Record set:
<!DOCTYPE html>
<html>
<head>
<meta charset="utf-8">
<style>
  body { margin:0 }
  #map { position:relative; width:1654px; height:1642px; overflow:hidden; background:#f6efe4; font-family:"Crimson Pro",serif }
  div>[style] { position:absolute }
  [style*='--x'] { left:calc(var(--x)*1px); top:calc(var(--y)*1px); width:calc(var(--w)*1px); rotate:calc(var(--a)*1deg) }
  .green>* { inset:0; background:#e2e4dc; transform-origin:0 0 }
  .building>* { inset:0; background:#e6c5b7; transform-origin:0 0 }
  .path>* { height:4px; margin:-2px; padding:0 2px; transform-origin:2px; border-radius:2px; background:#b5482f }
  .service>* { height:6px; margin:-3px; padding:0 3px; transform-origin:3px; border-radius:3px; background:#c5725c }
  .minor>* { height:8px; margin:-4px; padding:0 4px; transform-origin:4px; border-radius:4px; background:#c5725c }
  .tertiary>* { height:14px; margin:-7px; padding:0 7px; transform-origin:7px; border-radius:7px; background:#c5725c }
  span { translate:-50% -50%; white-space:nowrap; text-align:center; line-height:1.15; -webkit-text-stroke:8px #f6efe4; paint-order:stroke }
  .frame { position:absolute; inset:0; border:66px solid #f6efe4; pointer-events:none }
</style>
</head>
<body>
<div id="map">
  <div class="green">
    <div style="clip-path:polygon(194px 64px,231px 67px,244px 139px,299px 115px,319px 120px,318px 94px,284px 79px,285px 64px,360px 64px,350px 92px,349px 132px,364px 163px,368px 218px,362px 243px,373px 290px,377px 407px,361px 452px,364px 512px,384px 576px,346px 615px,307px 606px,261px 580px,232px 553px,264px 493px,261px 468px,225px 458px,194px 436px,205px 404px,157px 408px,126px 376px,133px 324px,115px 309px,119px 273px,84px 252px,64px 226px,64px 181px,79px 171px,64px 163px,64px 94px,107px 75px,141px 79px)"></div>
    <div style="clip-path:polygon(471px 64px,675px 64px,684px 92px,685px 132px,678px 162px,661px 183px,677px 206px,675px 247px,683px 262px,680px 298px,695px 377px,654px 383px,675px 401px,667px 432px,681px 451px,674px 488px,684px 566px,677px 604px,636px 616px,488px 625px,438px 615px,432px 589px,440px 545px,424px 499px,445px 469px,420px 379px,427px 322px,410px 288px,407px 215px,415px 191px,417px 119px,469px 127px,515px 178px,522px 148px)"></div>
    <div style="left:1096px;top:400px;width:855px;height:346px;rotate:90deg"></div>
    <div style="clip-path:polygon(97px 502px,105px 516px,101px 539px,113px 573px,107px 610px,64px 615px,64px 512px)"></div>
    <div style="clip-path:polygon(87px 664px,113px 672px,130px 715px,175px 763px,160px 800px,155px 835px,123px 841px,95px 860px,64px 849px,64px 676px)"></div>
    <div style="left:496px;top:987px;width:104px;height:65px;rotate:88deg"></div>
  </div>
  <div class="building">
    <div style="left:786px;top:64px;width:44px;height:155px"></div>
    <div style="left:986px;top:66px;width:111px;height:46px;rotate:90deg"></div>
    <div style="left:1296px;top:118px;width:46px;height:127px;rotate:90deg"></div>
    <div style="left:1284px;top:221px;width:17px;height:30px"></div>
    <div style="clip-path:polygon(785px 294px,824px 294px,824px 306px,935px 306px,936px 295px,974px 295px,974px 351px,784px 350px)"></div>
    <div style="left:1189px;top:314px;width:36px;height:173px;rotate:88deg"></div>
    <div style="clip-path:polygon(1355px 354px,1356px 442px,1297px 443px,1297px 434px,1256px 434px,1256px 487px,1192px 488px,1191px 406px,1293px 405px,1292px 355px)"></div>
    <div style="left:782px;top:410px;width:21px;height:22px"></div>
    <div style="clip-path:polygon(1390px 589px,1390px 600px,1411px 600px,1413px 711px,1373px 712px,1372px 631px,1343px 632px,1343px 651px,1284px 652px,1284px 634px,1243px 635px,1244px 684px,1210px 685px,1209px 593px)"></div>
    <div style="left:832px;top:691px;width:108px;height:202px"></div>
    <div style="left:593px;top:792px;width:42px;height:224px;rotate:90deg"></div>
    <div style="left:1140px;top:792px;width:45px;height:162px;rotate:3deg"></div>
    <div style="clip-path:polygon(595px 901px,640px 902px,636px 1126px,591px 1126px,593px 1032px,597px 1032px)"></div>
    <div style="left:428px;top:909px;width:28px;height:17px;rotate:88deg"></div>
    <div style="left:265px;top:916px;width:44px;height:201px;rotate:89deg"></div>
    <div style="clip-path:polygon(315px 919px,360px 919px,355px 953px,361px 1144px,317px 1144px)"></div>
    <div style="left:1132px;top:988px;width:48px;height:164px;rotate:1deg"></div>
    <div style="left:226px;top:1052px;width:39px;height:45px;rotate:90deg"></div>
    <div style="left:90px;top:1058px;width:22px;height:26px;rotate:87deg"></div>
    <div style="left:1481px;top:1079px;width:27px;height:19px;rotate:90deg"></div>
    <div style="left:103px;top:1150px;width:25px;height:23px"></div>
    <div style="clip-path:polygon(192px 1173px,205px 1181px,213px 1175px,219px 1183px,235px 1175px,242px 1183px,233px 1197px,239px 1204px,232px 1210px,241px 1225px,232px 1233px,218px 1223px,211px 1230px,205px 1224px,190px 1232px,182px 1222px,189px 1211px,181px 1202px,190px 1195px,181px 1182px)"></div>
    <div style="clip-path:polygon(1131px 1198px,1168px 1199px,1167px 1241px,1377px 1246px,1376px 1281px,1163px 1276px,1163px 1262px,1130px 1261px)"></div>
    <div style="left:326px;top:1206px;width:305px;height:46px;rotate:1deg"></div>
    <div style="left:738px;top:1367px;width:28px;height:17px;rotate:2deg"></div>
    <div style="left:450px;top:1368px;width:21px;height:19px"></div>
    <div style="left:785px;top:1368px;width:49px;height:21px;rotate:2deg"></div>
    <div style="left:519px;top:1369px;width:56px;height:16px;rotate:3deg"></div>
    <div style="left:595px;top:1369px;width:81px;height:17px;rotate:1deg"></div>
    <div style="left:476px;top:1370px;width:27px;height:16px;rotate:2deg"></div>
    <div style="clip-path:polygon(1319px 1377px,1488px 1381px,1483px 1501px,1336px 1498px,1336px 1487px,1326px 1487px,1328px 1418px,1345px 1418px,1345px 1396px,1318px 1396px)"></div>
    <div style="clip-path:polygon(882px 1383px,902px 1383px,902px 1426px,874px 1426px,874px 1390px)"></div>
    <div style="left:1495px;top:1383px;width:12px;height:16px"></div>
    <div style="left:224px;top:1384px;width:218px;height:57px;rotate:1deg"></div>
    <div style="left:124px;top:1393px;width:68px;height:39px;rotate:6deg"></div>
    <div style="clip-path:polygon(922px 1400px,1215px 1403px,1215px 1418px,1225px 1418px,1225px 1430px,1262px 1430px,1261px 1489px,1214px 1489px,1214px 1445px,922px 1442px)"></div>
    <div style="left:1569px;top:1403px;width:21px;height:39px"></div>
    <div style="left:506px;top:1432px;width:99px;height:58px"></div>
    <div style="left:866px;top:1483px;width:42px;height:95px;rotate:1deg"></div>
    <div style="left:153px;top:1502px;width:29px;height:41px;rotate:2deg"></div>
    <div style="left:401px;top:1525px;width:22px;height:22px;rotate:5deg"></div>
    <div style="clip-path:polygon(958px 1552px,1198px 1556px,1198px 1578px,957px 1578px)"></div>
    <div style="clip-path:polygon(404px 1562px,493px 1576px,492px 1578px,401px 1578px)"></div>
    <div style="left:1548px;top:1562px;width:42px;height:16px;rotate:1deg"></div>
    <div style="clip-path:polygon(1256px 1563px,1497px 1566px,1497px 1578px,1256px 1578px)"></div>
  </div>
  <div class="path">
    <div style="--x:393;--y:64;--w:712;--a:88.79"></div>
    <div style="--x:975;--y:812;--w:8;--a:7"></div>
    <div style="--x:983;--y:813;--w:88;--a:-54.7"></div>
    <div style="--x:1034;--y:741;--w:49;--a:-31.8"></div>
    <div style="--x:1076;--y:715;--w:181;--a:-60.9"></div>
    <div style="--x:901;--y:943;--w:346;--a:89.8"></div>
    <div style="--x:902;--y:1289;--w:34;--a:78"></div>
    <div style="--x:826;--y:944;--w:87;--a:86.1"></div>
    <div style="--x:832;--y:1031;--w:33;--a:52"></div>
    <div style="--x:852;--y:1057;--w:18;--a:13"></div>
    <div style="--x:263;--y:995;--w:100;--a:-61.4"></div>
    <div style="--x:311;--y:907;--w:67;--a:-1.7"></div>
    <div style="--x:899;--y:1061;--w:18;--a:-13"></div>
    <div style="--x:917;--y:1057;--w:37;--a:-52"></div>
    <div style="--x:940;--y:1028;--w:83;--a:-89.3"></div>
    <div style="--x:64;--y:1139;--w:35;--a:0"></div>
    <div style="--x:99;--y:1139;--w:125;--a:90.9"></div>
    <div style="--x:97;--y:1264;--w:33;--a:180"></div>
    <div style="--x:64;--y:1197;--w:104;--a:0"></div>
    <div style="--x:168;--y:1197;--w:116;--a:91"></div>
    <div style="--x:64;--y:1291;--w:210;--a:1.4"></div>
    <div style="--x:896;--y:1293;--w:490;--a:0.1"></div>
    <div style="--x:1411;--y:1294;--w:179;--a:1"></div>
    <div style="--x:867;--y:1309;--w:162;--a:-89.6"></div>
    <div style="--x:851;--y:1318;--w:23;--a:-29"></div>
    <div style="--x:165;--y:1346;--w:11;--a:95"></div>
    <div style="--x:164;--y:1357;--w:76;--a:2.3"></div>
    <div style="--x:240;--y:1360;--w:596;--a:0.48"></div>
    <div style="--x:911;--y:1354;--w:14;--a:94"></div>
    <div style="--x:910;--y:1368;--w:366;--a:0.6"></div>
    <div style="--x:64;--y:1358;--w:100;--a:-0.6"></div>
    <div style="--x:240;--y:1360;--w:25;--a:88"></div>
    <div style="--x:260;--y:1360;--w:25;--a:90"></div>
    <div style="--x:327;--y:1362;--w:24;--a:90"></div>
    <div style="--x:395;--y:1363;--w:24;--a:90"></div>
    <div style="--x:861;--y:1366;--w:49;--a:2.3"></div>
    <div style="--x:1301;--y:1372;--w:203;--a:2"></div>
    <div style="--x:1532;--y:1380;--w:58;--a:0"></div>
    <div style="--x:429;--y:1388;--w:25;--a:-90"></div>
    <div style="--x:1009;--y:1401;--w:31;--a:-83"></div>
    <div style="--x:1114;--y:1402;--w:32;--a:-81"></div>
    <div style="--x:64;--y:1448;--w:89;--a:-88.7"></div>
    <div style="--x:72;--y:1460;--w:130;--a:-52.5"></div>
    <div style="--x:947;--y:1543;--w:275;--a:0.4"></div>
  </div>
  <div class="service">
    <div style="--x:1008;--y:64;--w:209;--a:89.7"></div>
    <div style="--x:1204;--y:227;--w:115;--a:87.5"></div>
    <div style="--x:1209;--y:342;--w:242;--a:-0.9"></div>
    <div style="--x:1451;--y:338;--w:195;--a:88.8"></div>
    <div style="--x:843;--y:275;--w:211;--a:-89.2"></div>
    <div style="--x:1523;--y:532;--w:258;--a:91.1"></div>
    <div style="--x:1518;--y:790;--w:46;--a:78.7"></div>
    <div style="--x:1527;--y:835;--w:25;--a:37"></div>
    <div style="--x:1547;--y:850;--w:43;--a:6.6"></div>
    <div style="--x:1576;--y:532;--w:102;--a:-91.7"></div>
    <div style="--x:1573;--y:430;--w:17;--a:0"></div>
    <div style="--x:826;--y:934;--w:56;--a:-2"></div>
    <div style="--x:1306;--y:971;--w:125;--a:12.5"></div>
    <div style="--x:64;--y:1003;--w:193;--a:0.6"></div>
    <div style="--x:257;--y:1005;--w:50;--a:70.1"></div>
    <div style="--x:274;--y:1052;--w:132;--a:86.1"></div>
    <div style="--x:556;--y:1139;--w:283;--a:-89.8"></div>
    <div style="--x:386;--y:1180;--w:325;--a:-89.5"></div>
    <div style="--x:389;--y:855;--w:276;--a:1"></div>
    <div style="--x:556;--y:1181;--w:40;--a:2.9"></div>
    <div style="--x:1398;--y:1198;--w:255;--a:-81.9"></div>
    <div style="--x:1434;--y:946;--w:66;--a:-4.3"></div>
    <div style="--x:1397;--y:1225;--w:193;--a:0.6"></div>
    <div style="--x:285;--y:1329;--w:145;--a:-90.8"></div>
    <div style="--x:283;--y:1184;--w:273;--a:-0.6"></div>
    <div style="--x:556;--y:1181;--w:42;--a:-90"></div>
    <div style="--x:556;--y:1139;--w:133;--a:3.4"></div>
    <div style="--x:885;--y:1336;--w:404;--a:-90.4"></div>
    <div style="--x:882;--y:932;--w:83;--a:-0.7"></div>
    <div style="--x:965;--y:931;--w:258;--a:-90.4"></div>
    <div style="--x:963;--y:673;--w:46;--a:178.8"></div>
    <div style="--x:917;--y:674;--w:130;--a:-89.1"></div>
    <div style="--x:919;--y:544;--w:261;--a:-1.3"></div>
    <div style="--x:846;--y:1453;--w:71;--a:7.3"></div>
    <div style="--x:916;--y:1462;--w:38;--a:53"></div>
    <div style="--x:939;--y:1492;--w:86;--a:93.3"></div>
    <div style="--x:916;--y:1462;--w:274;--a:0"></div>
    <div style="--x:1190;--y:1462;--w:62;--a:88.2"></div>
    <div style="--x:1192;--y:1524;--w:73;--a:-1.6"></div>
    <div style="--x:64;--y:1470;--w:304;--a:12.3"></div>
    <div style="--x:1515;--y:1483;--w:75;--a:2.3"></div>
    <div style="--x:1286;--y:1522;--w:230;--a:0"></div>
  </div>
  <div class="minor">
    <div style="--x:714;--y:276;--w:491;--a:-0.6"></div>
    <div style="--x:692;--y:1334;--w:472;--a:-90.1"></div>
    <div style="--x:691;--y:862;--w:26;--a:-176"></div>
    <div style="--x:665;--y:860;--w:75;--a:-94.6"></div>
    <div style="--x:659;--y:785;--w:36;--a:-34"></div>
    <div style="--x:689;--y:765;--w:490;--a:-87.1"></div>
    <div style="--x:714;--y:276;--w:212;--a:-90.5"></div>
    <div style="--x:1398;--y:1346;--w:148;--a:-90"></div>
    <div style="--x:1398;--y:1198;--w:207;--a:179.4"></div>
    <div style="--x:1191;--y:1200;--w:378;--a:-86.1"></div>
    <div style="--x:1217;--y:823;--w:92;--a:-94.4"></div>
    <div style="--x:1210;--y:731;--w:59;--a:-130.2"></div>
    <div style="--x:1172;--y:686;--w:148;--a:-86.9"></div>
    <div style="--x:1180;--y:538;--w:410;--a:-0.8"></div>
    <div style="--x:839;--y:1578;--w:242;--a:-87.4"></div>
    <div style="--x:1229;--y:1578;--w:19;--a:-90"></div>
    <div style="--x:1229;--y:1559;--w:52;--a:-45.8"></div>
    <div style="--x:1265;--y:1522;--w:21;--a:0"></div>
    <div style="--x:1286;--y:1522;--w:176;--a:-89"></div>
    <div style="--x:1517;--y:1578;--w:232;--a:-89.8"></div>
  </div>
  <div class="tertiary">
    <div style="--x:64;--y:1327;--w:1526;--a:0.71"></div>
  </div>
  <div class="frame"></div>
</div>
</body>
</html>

Directions:
What belongs in the answer is each line from the listing above that contains "position".

Written response:
  #map { position:relative; width:1654px; height:1642px; overflow:hidden; background:#f6efe4; font-family:"Crimson Pro",serif }
  div>[style] { position:absolute }
  .frame { position:absolute; inset:0; border:66px solid #f6efe4; pointer-events:none }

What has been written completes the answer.